Knauf workers need to link up with other sections of workers, throughout Australia and around the world, who are facing similar attacks on wages and conditions. This includes workers at the company’s other facilities. The concessions granted by the CFMMEU at Port Melbourne will serve as a blueprint for the company as a whole. There needs to be a turn to workers at other plasterboard manufacturers, such as CSR, where workers are locked into four years of real wage cuts after a sellout deal rammed through by the CFMMEU late last year.

Knauf workers made their intentions clear in August with a unanimous vote for industrial action, and displayed their determination to fight throughout the lockout, but the CFMMEU bureaucracy isolated the dispute and starved workers out. From the outset, the union leaders sought to conceal the dispute from its wider membership, with not a single post about the lockout on any of its social media accounts outside Victoria until October 6.

Despite assets of more than $310 million, the CFMMEU left workers high and dry with no financial support from the union coffers for almost three weeks. Even if every cent of the $170,000 “fighting fund” announced by the union on October 5, and a subsequent donation of $60,000 by the Maritime Union of Australia, had been given to workers, it would amount to little more than $80 per day.

Knauf worker “camp” on September 29 with sign demanding 6 percent pay rise.

It was only on October 21 that a meeting of CFMMEU shop stewards agreed to collect levies on other sites to support the Knauf workers. In other words, the union waited more than five weeks to raise a levy. The CFMMEU sought to avoid a direct appeal to its 144,000 members, because that would run the risk of triggering a broader struggle.

The union organised a handful of stunts, sending delegations of workers to Knauf warehouses in Somerton and Derrimut and to the nearby Qenos plastics manufacturing plant where workers were also locked out. In these token gestures of “solidarity,” there was no call for a unified struggle of workers.

Pseudo-left groups provided a political cover for the CFMMEU bureaucrats throughout the dispute and are echoing the myth of a “victory.”

On November 2, Green Left Weekly, published by Socialist Alliance, declared “Knauf workers win,” reporting uncritically that workers would receive “wage rises” below the rate of inflation.

On November 4, Socialist Alternative’s Red Flag claimed that “a pay rise above the current inflation rate was a big part of the dispute,” although this was never demanded by the union. Whitewashing the sellout, the article declared, “in the end, they voted to take the gains on the table and walked back in with their heads held high.”

The promotion of the CFMMEU and other union apparatuses by the pseudo-left organisations is designed to block any mobilisation of workers independent of the treacherous union bureaucracy. Far from being socialist, these organisations serve, along with the unions, as defenders of the capitalist system and the subordination of workers’ needs to the profit demands of big business.

Australian workers, like their counterparts around the world, face increasingly intolerable conditions amid sky rocketing inflation and interest rates. The Albanese Labor government made clear in last month’s budget that the working class must be made to pay, through deeper cuts to real wages and social services, for escalating military spending, as well as the vast handouts to big business over the past decade and accelerated during the COVID-19 pandemic. Labor is depending on the unions and their pseudo-left satellites to suppress the mounting class struggle against these attacks.
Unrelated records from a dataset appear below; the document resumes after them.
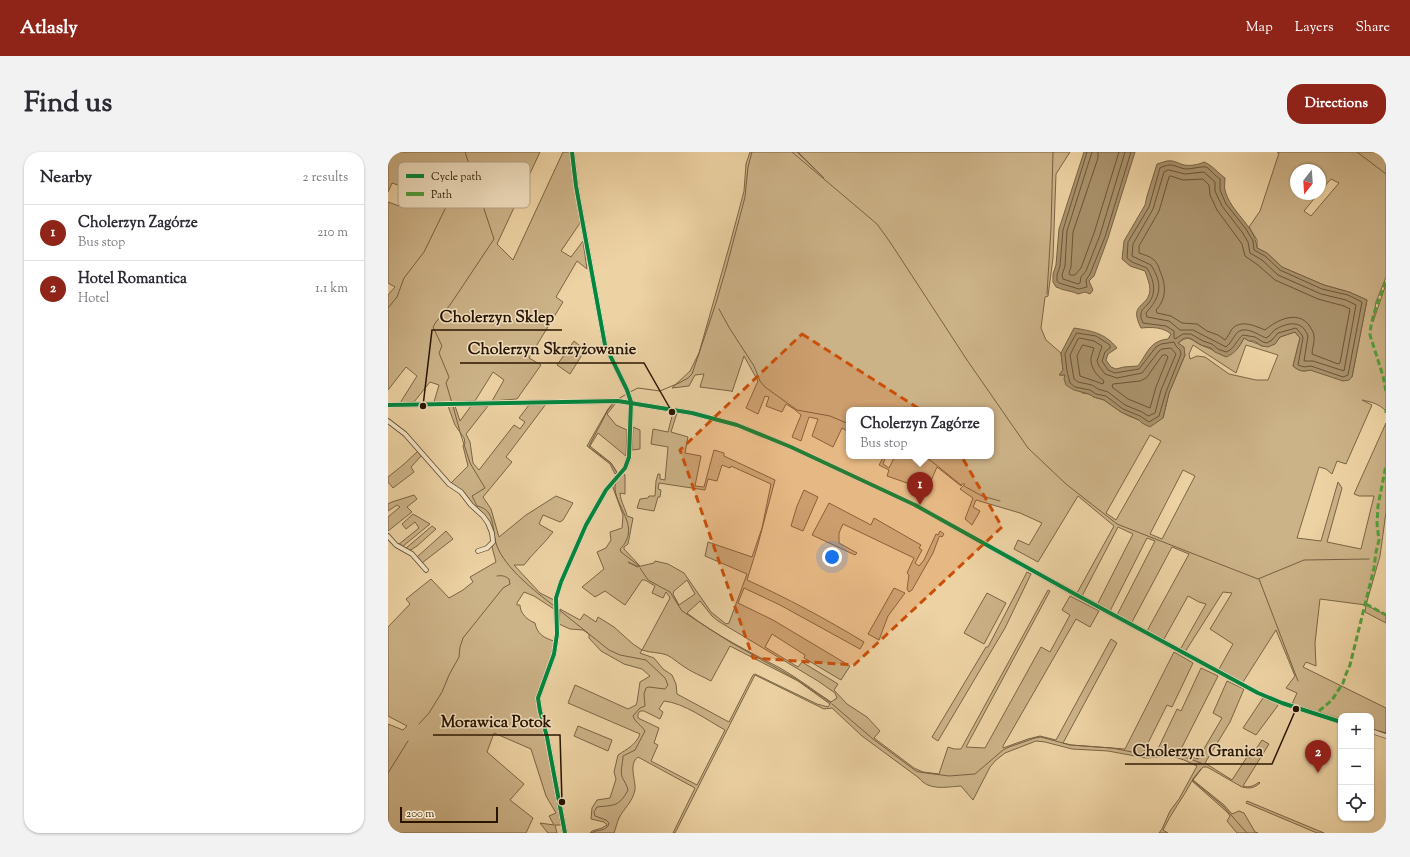 <!DOCTYPE html>
<meta charset="utf-8">
<style>
body{margin:0;font-family:"Sorts Mill Goudy",serif;background:#f2f2f3;color:#2b2b33}
.controls{position:absolute;right:12px;bottom:12px;display:grid;overflow:hidden;border-radius:8px;box-shadow:0 1px 3px #0004}
.controls button{width:36px;height:36px;display:grid;place-items:center;padding:0;border:0;border-bottom:1px solid #e1e1e2;background:#fff;color:#2b2b33;font:20px sans-serif}
.compass{position:absolute;left:902px;top:12px;width:36px;height:36px;border-radius:50%;background:#fff;box-shadow:0 1px 3px #0004;rotate:197deg}
.scale{position:absolute;left:12px;bottom:10px;width:98px;box-sizing:border-box;padding-left:4px;border:2px solid #291501;border-top:0;font-size:11px;line-height:14px;white-space:nowrap;color:#291501;-webkit-text-stroke:3px #f3e2c3;paint-order:stroke}
.you{position:absolute;left:444px;top:405px;width:14px;height:14px;margin:-10px;border:3px solid #fff;border-radius:50%;background:#1a73e8;box-shadow:0 0 0 6px #1a73e833}
.badge{display:grid;place-items:center;width:26px;height:26px;border-radius:50%;background:#8f2418;color:#fff;font-size:13px;font-weight:700}
.pin{position:absolute;translate:-50% -33px;filter:drop-shadow(0 1px 2px #0008)}
.pin::after{content:'';position:absolute;top:21px;width:14px;height:12px;background:inherit;clip-path:polygon(0 0,100% 0,50% 100%)}
.popup{position:absolute;left:458px;top:255px;width:148px;height:52px;box-sizing:border-box;display:grid;place-content:center;border-radius:8px;background:#fff;filter:drop-shadow(0 1px 3px #0005);font-size:13px;white-space:nowrap;color:#7c7c81}
.popup b{font-size:15px;color:#2b2b33}
.popup::after{content:'';position:absolute;left:50%;top:100%;margin-left:-8px;border:8px solid transparent;border-top-color:#fff}
.list{margin:0;padding:0;list-style:none}
h2{display:flex;justify-content:space-between;align-items:center;height:52px;margin:0;padding:0 16px;font-size:17px}
h2 small{font-size:13px;font-weight:400;color:#7c7c81}
.list li{display:grid;grid-template-columns:26px 1fr auto;gap:12px;align-items:center;box-sizing:border-box;height:56px;padding:0 16px;border-top:1px solid #e1e1e2}
.list b{display:block;font-size:15px;white-space:nowrap}
.list p{margin:0;font-size:13px;white-space:nowrap;color:#7c7c81}
.list em{font-size:13px;font-style:normal;color:#7c7c81}
.icon{flex:none;width:22px;height:22px;fill:none;stroke:currentColor;stroke-width:2;stroke-linecap:round;stroke-linejoin:round}
.map{position:relative;flex:none;width:998px;height:681px;overflow:hidden;border-radius:16px}
header{display:flex;align-items:center;gap:24px;box-sizing:border-box;height:56px;padding:0 20px;background:#8f2418;color:#fff}
header strong{font-size:19px}
nav{display:flex;gap:22px;margin-inline-start:auto;font-size:14px}
.intro{display:flex;align-items:center;justify-content:space-between;box-sizing:border-box;height:96px;padding:0 24px}
h1{margin:0;font-size:28px}
.button{padding:10px 18px;border-radius:16px;background:#8f2418;color:#fff;font-size:14px;font-weight:700}
main{display:flex;gap:24px;padding:0 24px}
aside{flex:1;background:#fff;border-radius:16px;box-shadow:0 1px 3px #0004}
.map>svg:first-child{display:block}
.green{fill:#ccb287;stroke:#7a6444;fill-rule:evenodd}
.water{fill:#aa926c;stroke:#766041}
.lines{fill:none;stroke-linecap:round;stroke-linejoin:round}
.shore{stroke:#6a5436;stroke-width:1}
.stream{stroke:#766041;stroke-width:1}
.minor-casing{stroke:#5a442a;stroke-width:5.5}
.minor{stroke:#f3e2c3;stroke-width:4}
.quiet{stroke:#51a03c;stroke-width:3;stroke-dasharray:6 3;stroke-linecap:butt}
.cycleway-casing{stroke:#f3e2c3;stroke-width:6}
.cycleway{stroke:#00873e;stroke-width:4}
.marked{fill:#cb4f0a;fill-opacity:0.2;stroke:#cb4f0a;stroke-width:3;stroke-dasharray:8 5;stroke-linejoin:round}
.key{fill:#f3e2c3;stroke:#b6a489;stroke-width:1}
.key-label{font-size:11px;fill:#291501}
.leader{fill:none;stroke:#291501;stroke-width:1.5}
.callout-dot{fill:#291501;stroke:#f3e2c3;stroke-width:1.5}
.callout-label{font-size:16px;text-anchor:middle;font-weight:bold;fill:#291501;stroke:#f3e2c3;stroke-width:3;stroke-linejoin:round;paint-order:stroke}
</style>
<header>
<strong>Atlasly</strong>
<nav><a>Map</a><a>Layers</a><a>Share</a></nav>
</header>
<div class="intro"><h1>Find us</h1><a class="button">Directions</a></div>
<main>
<aside>
<h2>Nearby<small>2 results</small></h2>
<ul class="list">
<li><span class="badge">1</span><div><b>Cholerzyn Zagórze</b><p>Bus stop</p></div><em>210 m</em></li>
<li><span class="badge">2</span><div><b>Hotel Romantica</b><p>Hotel</p></div><em>1.1 km</em></li>
</ul>
</aside>
<div class="map">
<svg width="998" height="681" viewBox="0 0 998 681">
<rect width="100%" height="100%" fill="#edd2a3"/>
<filter id="stains"><feTurbulence type="fractalNoise" baseFrequency=".005" numOctaves="4"/><feColorMatrix values="0 0 0 0 .2 0 0 0 0 .09 0 0 0 0 .02 0 0 0 .5 -.17"/></filter>
<radialGradient id="worn" r=".72"><stop offset=".6" stop-color="#630" stop-opacity="0"/><stop offset="1" stop-color="#630" stop-opacity=".3"/></radialGradient>
<path class="green" d="M0,0h152l-43,92 16,16 50,-108h7l10,71 -19,28 10,6 12,-16 4,28 -10,-8 -21,36 7,5 -34,56 12,7 -24,34 -25,2 12,-21 -11,-8 -18,29 -41,1 5,-17 -9,-3 -16,20 -14,1 17,-27 -11,-9 -18,23v-95l7,-8 -7,-4v-81l11,4 8,-18 -15,-5 -4,9z
M362,0h47l27,26 -26,-26h272l-14,22 -3,84 -5,38 -3,1 -4,31 5,12 15,13 2,17 -3,5h5l17,18 7,1 5,3 10,3 17,12 8,4 10,4 24,-2 6,-25 16,-38 -7,-12c12,-9 12,-3 23,2 6,3 10,3 14,7 18,-1 20,3 29,-14 6,4 11,4 18,8l13,-2 5,-7 15,-5 5,6 -7,28c6,5 10,6 17,4l42,7 15,-77 -18,-8 -25,-7 -42,-18 -15,-14 -10,-5v-8l-8,-13 11,-16 19,-58 -2,-1h109v125l-10,25 -3,20 13,-38v127c-7,-7 -14,-9 -24,-11l10,5 -26,59 -9,-3 -5,13 -6,-5 -7,-2 -22,71 24,3 17,-59 4,6 -15,54 34,7 13,-53h-15l-5,-2 32,-71v89l-6,44 -14,49 20,10v8l-21,-11 1,-7 -46,-6 -5,44 1,23 -10,-4 -3,5 83,41v25l-15,-4v-13h-30v3l-49,-15 5,-11 -11,-5 9,-12 -19,-46 -33,52 -24,-13 14,-25 -23,-15 22,-36 -9,-1 -38,60 -4,-4 25,-44 -7,-2 -11,-6 -24,43 -17,-8 42,-77 -17,-7 -40,75 -15,-7 38,-74 -8,-3 -37,73 -13,-6 36,-71 -15,-7 -36,69 -5,-3 37,-67 -36,-30 -40,66 -24,-13 4,-9 11,5 13,-22 -22,-10 -44,-13 -3,7 7,4 -8,14 -7,-6 8,-21 -13,-9 5,-5h-3l-1,2 -24,-19 -10,23 -40,-14 2,-6 -10,-5 5,-9h2l-3,8 6,4 6,-12h96v-46h-142v22l-7,-4 -9,19 -21,-11 6,-17 -9,-2 -8,24 -9,-4 9,-22 -7,-6 -8,-5 -4,8 -16,-6 3,-9 -4,-1 -7,18 -12,-6 12,-27 -14,-25 -12,36 -1,-1 -31,-4 4,-13 -9,1 -6,11 -17,2 18,-17 9,-18 32,-113 13,-49 2,-27zM908,18h24v21l11,-12 8,4 -28,33 -7,-5 14,-17h-22zM805,193l43,28 10,-28 32,10 -10,25h-12l-27,-6 -24,-17 -8,-1 -7,3 -1,-5zM762,283l11,6 -45,79 -10,-7zM795,318l12,6 -33,63 -12,-5z
M186,189l11,9 -15,24 -13,-9z
M225,251h3l-9,11 9,11 11,5 -1,26 -28,-23 -8,13 21,17 6,9 -2,2 -5,-10 -23,-18 21,-37z
M158,252l-40,53 6,5 -29,35 8,12 8,28 27,-22 30,-19 17,7 -10,17 -3,2 -17,-7 -4,9 14,8c-9,12 -20,21 -29,33h-10l26,28 14,7v9l-20,-13 -10,-4 -7,11v2h3c0,8 7,15 15,18 2,11 9,15 19,18l-3,16 -14,37 -1,6 11,48 14,77h-6l2,8h-9l-8,-10 14,2 -5,-9 7,-3 -10,-17 -15,-47 -37,-16 -7,19 37,32 -14,16 23,18 -7,15h-138v-109l15,6 4,-4 -19,-10v-89l22,-23 -4,-5 25,-20 18,19 14,-8 10,-8 -3,-5 26,-15 -4,-15 2,-5 -5,-20 -38,-39 17,-17 -5,-20 2,-3 -1,-5 -9,-13 -7,-19h7l5,15 11,-15h17l-22,28 4,8 3,21 6,7 35,-45 6,4 5,-7 -6,-4 10,-13z
M285,260l4,1 -6,19 17,5 -3,16 16,3 -6,30 9,1 10,-37 10,3v3l51,24 -18,68 -10,32c40,18 79,39 117,62l-4,7 -80,-44 -36,-17 -6,15 35,17 77,46 -9,14 -37,-22 1,-3 -33,-21 -7,13 33,20 4,-5 36,22 -4,6 13,14 20,13 13,14 -6,7 40,30 9,4 16,2 9,-27 6,2h7l87,-159 2,1 -84,156 19,1 56,-101 9,5 20,-37 -8,-5 8,-14 29,15 -9,16 -14,-8 -73,127v2l25,-9 12,-3 16,4 55,-101 6,4 -54,100 8,2 54,4 49,-97 19,11 -21,44 -5,-2 -24,48 4,1 9,-1 21,-44 4,2 20,-43 17,8 -39,77 19,6 24,-41 -9,-5 14,-32 17,8 -14,33 -25,41 27,17 15,-23 3,1 12,-18 7,4 -26,42c6,2 11,0 16,-4l1,1c-6,5 -10,6 -18,4l-35,-20h-4l-10,13 31,25 8,9 7,-3 5,2 11,19 3,1h-21l-10,-12 3,-5 -3,-4 -35,-31c-9,17 -21,32 -29,49l5,3h-9l3,-4 8,-18 9,-12 18,-33 -13,-6 -12,-4 -26,2 -38,-7 -36,-2 -27,-7 -9,-1 -31,12 -9,7 -6,7 -17,33 -12,-14c-15,1 -32,5 -42,-8l-57,-42 -30,-28 -8,1 -69,-34 -80,158h-2l22,-45 -57,-31c-10,7 -2,23 -3,33 -3,13 -11,18 -16,28 -2,4 -3,10 -5,15h-24l2,-2 10,-3 5,-3 -3,-3 -13,-3 1,-11 5,-8 13,-2 6,-19 -2,-7 4,-17c9,-6 18,-10 22,-21l-72,-31 7,-18 53,24 8,-4 1,-3 3,-20 10,-6 -8,-7 -18,-5 -23,-13 -12,-13v-4l-6,-4 -13,-1 -11,-5 1,-15 20,11 4,-6 12,8 2,-5 16,10 19,17 9,6 28,-52 -1,-2 -3,-4 -3,6 -11,-5 3,-7 -10,-6h-3l-17,25 -20,-14 -10,6 -13,-10 22,-18 -7,-17 9,-4 5,-8 -1,-8 12,-4 1,-13 -11,-30 11,-12 2,2v19l-5,-1c1,10 5,14 7,23l6,2 -5,26 -4,3v2l16,17h-3l-9,-4 9,5 17,-4 1,-2 13,3 16,9 27,39 15,12 3,-1 18,-49 -42,-18 3,-14 44,15 10,-29 9,-44 -40,-18 -1,2 -8,-3 -5,16 -9,-2 -3,11 -46,-7 -1,6 3,1 -1,7h-2l-4,14 -17,-3 3,-9 8,-1 1,-2h6l1,-15 2,-7h2v5l5,1 3,-33 -17,-3 2,-15 15,3zM299,428l8,14 -16,11 -6,-11 1,-3zM312,449l12,15 6,5 100,60 17,12 2,5 -6,4c-17,-11 -33,-24 -51,-34 -32,-17 -65,-33 -93,-55zM342,494l68,35 32,23 -2,3 -11,-3 -62,-30 -2,1 -24,47 -52,-28 -1,-10 -4,-9 -9,-6 -9,-11 -14,-5 2,-3c8,3 17,2 25,5 6,3 10,7 16,11 8,6 19,10 28,15zM276,549c20,2 43,19 61,29l-28,55 -46,-24 7,-16 -4,-2 5,-15 -21,-10v-4l2,-3h4l16,8 3,-7 -4,-3z
M245,275l7,3v19l-8,1z
M30,299l4,4 -11,12 3,5 -21,16 -5,-6v-5l15,-12z
M416,338l14,7 -15,34 -12,-5 6,-20z
M26,343l3,4 -10,8 5,5 -24,19v-14l12,-10 -3,-2 -9,6v-7l4,-2z
M441,351l42,22 3,-7 47,27 -2,3 3,2 -7,13 4,3 5,-6 12,-26 2,1 2,-4 4,3 -2,3 -2,-1 -1,1 -6,16 -21,37 -3,2 -2,-3 2,-14 -2,-2 7,-15 -71,-34 -4,9v10l18,10 -2,2 -43,-20z
M25,362l17,10 -28,23 -4,-2 21,-17 -4,-6 -9,7 -4,-5z
M44,374l4,3 -19,17 -8,5 -4,-2z
M58,379l7,8 -31,24 -5,-6z
M639,420l4,2 -26,54 -67,113 -6,-4 54,-90h2z
M506,436l11,5 -17,23 -9,24 -11,-6z
M599,441l19,10 -22,41 -20,-11z
M875,546l16,6 -23,31 -13,-7z
M190,574l34,14 -4,11 -34,-15z
M859,649l77,32h-7l-71,-30z"/>
<path class="water" d="M696,0h51l-27,86 -14,38 -5,5 4,9 -3,4 -5,-2 -7,2c-6,-3 -7,-2 -13,-4 -3,0 -5,-2 -9,-3l-3,-5v-8l3,-9 3,-36z
M779,9c7,-1 10,2 17,4 6,1 14,0 20,-3 8,3 14,11 21,16 0,4 -1,9 0,12 5,22 30,35 32,58l10,5 15,14 42,18 25,7 18,8 -15,77 -3,3 -6,1 -33,-11c-8,2 -11,1 -17,-4l7,-28 -5,-6 -15,5 -5,7 -7,3 -6,-1 -8,-5h-5l-5,-3c-5,9 -8,15 -18,19l-11,-5 -4,-4 -10,-3 -11,-7h-6l-6,5 6,4 1,8 -16,38 -6,25 -13,9 -8,-4 -3,-3 -18,-8 -17,-12 -10,-3 -5,-3 -15,-4 -8,-5 -2,-6 1,-4h-6l4,-5 -2,-17 13,-25c18,3 31,5 43,20l-9,6 -2,6 5,7 5,2 8,-2 14,-1c10,-14 12,-25 30,-27l3,-5c-8,-7 -19,-7 -30,-6 -13,-26 7,-19 9,-38 0,-6 -3,-13 -5,-19l-15,-5 -8,-7 2,-18 21,-36 2,-9 10,-32z"/>
<g class="lines">
<path class="shore" d="M699,0l-24,78 -3,36 -3,9v6l2,2 20,6 8,-2 -1,-7 4,-6 15,-37 26,-85
M704,0l-25,79 -2,35 -3,9 1,4 15,5 2,-1 1,-6 5,-6 14,-36 25,-83
M710,0v6l-25,74 -2,35 -2,6 1,2h5l6,-7 13,-35 25,-81
M780,13c7,-1 12,4 19,4 4,0 16,-3 19,-2 3,1 10,10 14,12v11l6,14 20,25 7,12 1,9 11,6 15,14 42,19 26,6 14,7 -14,73 -5,2 -32,-11 -7,1 -6,-2 5,-27 -1,-3 -6,-7 -18,5 -6,7 -5,3 -4,-1 -8,-5 -12,-2c-7,5 -8,14 -17,17l-8,-3 -6,-5 -9,-3 -12,-7h-8l-8,5 -1,-2v-6l-8,-5 -23,-3c-1,-3 -3,-6 -2,-9 0,-4 4,-7 7,-10 9,-11 6,-24 -1,-36l-15,-6 -5,-4 1,-16 21,-35 11,-39z
M781,18l16,4 19,-2 11,10v9l7,15 20,26 6,10 2,11 12,7 16,15 43,19 25,6 10,5 -12,66 -31,-10h-9l4,-25c-6,-16 -19,-14 -32,-7 -4,2 -5,7 -10,9 -8,-3 -22,-14 -30,-4 -4,5 -5,9 -10,13l-33,-17h-13l-11,-9 -22,-4 -1,-4c14,-16 18,-27 5,-48l-19,-9 1,-12 20,-35 11,-37z
M783,24l12,4 20,-1 6,6 1,10 7,15 25,34 3,12 13,9 17,15 43,19 26,7 6,3 -10,54 -2,1 -26,-10c0,-6 3,-12 2,-18 0,-4 -3,-7 -5,-11 -12,-15 -32,-5 -44,5 -10,-4 -24,-11 -33,-1 -3,4 -4,8 -7,11l-7,-5 -11,-4 -10,-7 -15,-1 -11,-7 -14,-3 -1,-3c11,-12 10,-25 4,-39 -1,-4 -3,-8 -6,-11 -4,-4 -10,-5 -15,-7v-7l20,-35 10,-34z
M689,181l19,3 14,9v3l-5,4 -3,9 6,9 7,3 24,-4 17,-22 5,-3 13,-2 2,4 4,4 1,4 -15,38 -7,24 -10,6 -9,-6 -17,-7 -17,-13 -10,-2 -6,-4 -15,-3 -5,-4 -3,-12 -2,-17z
M692,186l14,3 8,5 -5,15 2,5 6,8 12,4 25,-5 17,-22 3,-2 9,-1 5,6 -15,36 -6,23 -7,3 -6,-4 -17,-7 -17,-13 -10,-3 -6,-4 -14,-3 -4,-3 -4,-24 8,-16z
M695,193l11,3c-1,3 -2,6 -3,10 -1,9 6,18 13,23l-1,3 -23,-8 -3,-20z
M775,203h3l2,2 -12,30 -6,21 -22,-9 -16,-12 1,-3 27,-3 6,-3z"/>
<path class="stream" d="M404,0l85,72 13,18 77,118 61,88 38,36 51,40 141,55 46,-19 65,-1
M969,0l29,22
M659,142l4,-66 2,-76
M0,156l9,-11 7,-19 20,-26 21,-43 24,-43
M331,157l11,20 24,37 6,15 5,6 32,23 33,6 19,8
M242,240l8,-4 22,3 19,-8 9,-5 4,-4 24,-71 11,-38 18,-68 3,-30 4,-15
M230,247l7,-4
M64,251l-6,-20 3,-6 -10,-24 3,-7 -9,-19 3,-5 14,-17 44,-66 -29,-87
M226,251l-6,7 -19,36 1,2 21,15 6,10
M65,254l7,26 10,31 15,25 -13,8 5,10c20,4 14,25 20,40 8,22 39,46 57,60
M534,304l8,4 31,25
M231,326c-2,3 -4,5 -4,8 -1,18 21,36 11,55 -1,3 -4,6 -6,8l1,3 17,13
M576,334l18,10 18,5
M252,416l8,12 22,12 12,19 48,31 66,37 35,24
M871,427l39,102
M170,457l51,41 11,5 26,5 19,18 3,7 -3,4 -16,-2 -3,1 -2,6 1,12 -5,2 -7,8c2,6 8,9 12,15l-10,19 -12,6c0,7 -3,14 -1,21 2,4 5,8 6,13 -9,17 -14,15 -31,17l-3,5 1,4 11,4 3,3c-2,9 -11,6 -18,10
M444,552l41,35 43,32 3,1 30,4 26,-2 28,-24 6,-3 26,-9 6,-1 29,8 42,3 35,7 27,-2 27,10
M31,572l10,-11 13,-21 7,-17 10,-18 1,-10 3,-9 40,-50 7,-4 -1,-5c-4,-3 -7,-4 -12,-3
M813,617l-9,11 31,26 24,27
M0,621l20,-32"/>
<g class="minor-casing">
<path id="minor" d="M0,253l230,-4 74,12 45,12 54,22 124,58 158,88 185,100 24,10 59,19
M0,269l17,13 44,50 12,8 10,13 12,11 5,7 4,10 1,9 -6,6 -9,3
M0,384l8,9 16,9 14,16
M983,579l15,5
M177,681l-18,-96 -7,-26 -2,-13 16,-44 3,-20 -1,-36 5,-16 25,-57 20,-35 19,-22 4,-11 2,-55 -4,-12 -22,-45 -29,-159 -4,-34"/>
</g>
<use href="#minor" class="minor"/>
<path class="quiet" d="M998,130c-7,17 -15,35 -16,53l13,41 3,15
M998,257v4
M978,452l20,11
M931,559l13,-11 11,-17 3,-9 4,-9 24,-97 2,-16 3,-12 -2,-16 1,-18 8,-41"/>
<g class="cycleway-casing">
<path id="cycleway" d="M0,253l230,-4 74,12 45,12 54,22 124,58 158,88 185,100 24,10 59,19
M177,681l-18,-96 -7,-26 -2,-13 16,-44 3,-20 -1,-36 5,-16 25,-57 20,-35 19,-22 4,-11 2,-55 -4,-12 -22,-45 -29,-159 -4,-34"/>
</g>
<use href="#cycleway" class="cycleway"/>
</g>
<path class="marked" d="M414,182l141,90 59,103 -148,138 -101,-7 -73,-208z"/>
<rect x="10" y="10" width="132" height="46" rx="6" class="key"/>
<rect x="18" y="22" width="18" height="4" fill="#00873e"/>
<rect x="18" y="40" width="18" height="4" fill="#51a03c"/>
<g class="key-label">
<text x="43" y="28">Cycle path</text>
<text x="43" y="46">Path</text>
</g>
<path class="leader" d="M35 254L44 178H174M284 260L256 211H72M174 650L172 583H45M908 557L884 612H737"/>
<g class="callout-dot">
<circle cx="35" cy="254" r="4"/>
<circle cx="284" cy="260" r="4"/>
<circle cx="174" cy="650" r="4"/>
<circle cx="908" cy="557" r="4"/>
</g>
<g class="callout-label">
<text x="109" y="170">Cholerzyn Sklep</text>
<text x="164" y="202">Cholerzyn Skrzyżowanie</text>
<text x="108" y="575">Morawica Potok</text>
<text x="810" y="604">Cholerzyn Granica</text>
</g>
<rect width="100%" height="100%" filter="url(#stains)"/>
<rect width="100%" height="100%" fill="url(#worn)"/>
</svg>
<div class="controls">
<button>+</button>
<button>−</button>
<button><svg class="icon" aria-label="locate" viewBox="0 0 24 24"><circle cx="12" cy="12" r="6"/><path d="M12 2v4M12 18v4M2 12h4M18 12h4"/></svg></button>
</div>
<svg class="compass" viewBox="-18 -18 36 36"><path d="M0-13l5 13h-10z" fill="#e53935"/><path d="M0 13l5-13h-10z" fill="#7c7c81"/></svg>
<div class="scale">200 m</div>
<div class="you"></div>
<div class="pin badge" style="left:532px;top:353px">1</div>
<div class="popup"><b>Cholerzyn Zagórze</b>Bus stop</div>
<div class="pin badge" style="left:930px;top:621px">2</div>
</div>
</main>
At Knauf and throughout the working class, what workers confront is not just a wages dispute with management, but a political struggle against the Labor and the union machines. Winning this struggle will require the independent mobilisation of workers through a network of rank-and-file committees and a fight for a genuine socialist political perspective to meet the needs of ordinary working people, not the profit interests of the wealthy few.